• Task goal: Wherever a line in the records below contains "linecap", copy that line.

[Collected data]
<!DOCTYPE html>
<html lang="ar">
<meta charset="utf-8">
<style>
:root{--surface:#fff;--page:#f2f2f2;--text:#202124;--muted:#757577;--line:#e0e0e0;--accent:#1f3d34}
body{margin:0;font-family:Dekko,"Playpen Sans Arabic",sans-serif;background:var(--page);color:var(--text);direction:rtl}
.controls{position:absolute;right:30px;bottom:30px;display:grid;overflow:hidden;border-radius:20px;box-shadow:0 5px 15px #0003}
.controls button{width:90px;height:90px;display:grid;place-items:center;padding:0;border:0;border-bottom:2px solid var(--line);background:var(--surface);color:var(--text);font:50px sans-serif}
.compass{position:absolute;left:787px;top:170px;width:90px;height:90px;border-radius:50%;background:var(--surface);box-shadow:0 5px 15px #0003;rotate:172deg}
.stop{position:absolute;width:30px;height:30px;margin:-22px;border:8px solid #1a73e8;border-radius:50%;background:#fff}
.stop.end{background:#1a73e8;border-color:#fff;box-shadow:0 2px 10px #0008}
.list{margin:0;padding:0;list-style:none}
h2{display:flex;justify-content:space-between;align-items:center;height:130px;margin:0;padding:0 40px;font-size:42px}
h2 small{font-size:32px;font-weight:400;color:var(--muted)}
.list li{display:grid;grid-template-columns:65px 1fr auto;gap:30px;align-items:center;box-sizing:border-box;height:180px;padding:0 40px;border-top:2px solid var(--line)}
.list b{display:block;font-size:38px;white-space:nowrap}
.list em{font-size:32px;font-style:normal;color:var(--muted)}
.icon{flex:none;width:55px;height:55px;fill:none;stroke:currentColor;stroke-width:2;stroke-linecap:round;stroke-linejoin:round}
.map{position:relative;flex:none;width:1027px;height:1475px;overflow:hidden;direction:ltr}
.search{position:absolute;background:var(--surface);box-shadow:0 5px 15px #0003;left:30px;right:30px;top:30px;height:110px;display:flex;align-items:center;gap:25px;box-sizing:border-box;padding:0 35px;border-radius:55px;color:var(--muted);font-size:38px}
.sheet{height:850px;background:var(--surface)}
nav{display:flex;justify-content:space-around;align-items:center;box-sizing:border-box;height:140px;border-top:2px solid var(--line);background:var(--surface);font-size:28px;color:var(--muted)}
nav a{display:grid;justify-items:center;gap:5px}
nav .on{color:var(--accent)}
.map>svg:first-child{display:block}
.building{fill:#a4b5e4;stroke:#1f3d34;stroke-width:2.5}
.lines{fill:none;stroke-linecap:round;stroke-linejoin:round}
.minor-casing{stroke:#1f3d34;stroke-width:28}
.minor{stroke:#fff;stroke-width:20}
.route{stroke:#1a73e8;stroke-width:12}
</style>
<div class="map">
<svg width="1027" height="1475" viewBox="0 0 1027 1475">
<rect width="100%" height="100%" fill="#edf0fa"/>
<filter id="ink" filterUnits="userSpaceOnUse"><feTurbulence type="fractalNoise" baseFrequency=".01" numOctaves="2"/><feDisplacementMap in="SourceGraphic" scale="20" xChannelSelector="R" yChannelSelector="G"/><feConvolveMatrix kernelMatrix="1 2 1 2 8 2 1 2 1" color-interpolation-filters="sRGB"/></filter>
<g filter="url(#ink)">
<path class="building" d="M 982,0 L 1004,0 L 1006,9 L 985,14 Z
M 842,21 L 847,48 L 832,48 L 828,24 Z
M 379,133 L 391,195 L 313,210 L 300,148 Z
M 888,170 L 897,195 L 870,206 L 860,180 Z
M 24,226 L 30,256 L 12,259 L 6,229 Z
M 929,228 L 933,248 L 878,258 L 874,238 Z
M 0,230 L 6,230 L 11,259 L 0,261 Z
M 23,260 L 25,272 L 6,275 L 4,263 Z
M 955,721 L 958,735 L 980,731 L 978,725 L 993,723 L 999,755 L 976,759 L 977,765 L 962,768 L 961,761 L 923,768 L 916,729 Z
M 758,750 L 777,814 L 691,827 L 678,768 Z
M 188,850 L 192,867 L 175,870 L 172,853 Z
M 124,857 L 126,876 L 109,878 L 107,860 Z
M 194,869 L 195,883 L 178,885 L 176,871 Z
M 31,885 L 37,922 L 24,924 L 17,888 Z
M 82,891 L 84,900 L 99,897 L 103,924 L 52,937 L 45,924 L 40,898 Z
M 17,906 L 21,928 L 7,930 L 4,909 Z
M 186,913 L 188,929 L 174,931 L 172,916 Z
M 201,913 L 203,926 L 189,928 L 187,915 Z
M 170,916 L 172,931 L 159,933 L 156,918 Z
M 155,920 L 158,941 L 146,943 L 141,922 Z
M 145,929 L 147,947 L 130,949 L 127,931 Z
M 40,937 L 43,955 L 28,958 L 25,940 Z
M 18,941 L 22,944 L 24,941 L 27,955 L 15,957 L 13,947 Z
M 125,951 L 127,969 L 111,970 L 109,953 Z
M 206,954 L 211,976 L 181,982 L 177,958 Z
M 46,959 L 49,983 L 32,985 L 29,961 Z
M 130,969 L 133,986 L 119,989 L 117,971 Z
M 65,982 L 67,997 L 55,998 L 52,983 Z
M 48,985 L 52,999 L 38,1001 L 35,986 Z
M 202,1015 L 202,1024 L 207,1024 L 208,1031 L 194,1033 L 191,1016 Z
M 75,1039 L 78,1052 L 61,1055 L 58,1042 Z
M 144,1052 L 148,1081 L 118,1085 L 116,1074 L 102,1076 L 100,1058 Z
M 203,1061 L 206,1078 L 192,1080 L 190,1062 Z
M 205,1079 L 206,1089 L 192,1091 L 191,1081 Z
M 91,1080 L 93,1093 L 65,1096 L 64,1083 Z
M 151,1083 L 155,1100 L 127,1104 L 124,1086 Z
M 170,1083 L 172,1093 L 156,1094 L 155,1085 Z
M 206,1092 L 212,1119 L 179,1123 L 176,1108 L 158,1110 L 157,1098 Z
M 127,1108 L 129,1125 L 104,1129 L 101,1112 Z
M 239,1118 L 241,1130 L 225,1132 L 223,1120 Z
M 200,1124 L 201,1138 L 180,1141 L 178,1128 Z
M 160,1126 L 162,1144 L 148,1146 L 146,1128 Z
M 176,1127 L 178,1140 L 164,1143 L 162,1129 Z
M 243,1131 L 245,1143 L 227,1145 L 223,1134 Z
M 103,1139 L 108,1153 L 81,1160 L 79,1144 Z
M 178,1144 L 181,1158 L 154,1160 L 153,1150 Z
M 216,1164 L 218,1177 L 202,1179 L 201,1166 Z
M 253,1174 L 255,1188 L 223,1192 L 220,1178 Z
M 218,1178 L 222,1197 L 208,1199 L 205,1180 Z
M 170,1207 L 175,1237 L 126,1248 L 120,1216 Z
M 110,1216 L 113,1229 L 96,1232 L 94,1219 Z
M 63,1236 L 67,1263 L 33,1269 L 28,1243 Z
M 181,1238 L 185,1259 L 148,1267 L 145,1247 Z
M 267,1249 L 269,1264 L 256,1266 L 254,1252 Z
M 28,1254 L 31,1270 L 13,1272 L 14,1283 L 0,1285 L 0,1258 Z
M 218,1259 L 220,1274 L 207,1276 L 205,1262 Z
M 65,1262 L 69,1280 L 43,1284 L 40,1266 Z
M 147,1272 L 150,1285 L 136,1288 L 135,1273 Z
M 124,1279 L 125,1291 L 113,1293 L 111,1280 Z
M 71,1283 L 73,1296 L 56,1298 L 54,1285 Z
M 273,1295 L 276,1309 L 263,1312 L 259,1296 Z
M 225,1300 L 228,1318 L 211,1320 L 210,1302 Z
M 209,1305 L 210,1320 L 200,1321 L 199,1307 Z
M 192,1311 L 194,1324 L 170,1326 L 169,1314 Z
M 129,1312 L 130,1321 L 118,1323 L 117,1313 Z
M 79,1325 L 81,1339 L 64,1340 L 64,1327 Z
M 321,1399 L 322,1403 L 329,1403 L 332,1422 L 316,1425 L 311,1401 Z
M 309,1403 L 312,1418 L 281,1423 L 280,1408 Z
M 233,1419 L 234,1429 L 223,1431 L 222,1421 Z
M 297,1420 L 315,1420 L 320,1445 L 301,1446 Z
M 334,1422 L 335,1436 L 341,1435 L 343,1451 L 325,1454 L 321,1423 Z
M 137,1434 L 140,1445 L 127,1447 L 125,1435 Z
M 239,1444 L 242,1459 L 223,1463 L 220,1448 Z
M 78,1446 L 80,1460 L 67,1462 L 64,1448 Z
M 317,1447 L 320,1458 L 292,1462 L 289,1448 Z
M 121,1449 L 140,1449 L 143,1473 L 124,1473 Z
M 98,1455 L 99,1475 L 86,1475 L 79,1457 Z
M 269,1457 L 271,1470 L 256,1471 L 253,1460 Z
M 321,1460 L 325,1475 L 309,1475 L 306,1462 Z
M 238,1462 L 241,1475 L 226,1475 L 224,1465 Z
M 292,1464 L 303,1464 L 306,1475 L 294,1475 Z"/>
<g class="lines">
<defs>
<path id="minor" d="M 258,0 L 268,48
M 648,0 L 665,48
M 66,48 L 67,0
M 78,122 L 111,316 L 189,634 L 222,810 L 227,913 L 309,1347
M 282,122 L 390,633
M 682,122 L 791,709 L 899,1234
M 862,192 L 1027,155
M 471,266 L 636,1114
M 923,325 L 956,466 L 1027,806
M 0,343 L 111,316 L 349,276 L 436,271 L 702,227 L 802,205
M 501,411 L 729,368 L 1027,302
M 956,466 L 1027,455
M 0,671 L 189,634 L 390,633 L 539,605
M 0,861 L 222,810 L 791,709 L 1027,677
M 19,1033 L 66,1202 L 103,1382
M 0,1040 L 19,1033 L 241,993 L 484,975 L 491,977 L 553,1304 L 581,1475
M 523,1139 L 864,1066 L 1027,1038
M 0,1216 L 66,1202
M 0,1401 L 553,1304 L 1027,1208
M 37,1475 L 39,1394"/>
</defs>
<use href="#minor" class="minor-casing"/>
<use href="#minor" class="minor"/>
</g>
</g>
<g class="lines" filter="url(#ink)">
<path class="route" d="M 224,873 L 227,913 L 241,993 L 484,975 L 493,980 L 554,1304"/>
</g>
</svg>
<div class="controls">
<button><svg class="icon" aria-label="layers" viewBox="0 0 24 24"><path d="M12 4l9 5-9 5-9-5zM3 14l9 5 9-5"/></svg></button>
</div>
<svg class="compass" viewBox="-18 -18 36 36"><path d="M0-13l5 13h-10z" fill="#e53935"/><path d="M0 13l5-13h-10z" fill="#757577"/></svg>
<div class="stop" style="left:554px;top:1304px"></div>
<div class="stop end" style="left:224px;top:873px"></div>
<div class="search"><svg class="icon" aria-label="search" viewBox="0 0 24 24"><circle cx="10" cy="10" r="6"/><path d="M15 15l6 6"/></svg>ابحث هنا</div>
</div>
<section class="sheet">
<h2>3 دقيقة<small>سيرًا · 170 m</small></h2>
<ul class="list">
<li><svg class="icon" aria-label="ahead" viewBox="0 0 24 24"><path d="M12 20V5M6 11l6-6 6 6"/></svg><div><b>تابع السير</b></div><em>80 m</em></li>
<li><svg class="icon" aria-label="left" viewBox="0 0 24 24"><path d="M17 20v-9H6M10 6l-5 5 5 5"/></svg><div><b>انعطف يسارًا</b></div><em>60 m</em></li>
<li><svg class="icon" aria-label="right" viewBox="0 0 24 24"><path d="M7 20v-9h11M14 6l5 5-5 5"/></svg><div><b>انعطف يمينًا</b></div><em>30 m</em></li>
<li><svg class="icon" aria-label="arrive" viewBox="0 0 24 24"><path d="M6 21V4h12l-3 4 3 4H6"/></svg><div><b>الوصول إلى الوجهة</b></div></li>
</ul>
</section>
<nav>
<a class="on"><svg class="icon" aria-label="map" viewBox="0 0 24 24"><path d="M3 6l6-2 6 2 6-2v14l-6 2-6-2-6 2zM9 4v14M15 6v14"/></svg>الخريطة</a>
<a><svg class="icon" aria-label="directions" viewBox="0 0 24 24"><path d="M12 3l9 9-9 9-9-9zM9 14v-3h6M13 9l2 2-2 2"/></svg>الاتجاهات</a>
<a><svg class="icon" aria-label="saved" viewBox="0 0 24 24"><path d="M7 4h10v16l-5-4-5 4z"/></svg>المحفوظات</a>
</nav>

• Response area:
.icon{flex:none;width:55px;height:55px;fill:none;stroke:currentColor;stroke-width:2;stroke-linecap:round;stroke-linejoin:round}
.lines{fill:none;stroke-linecap:round;stroke-linejoin:round}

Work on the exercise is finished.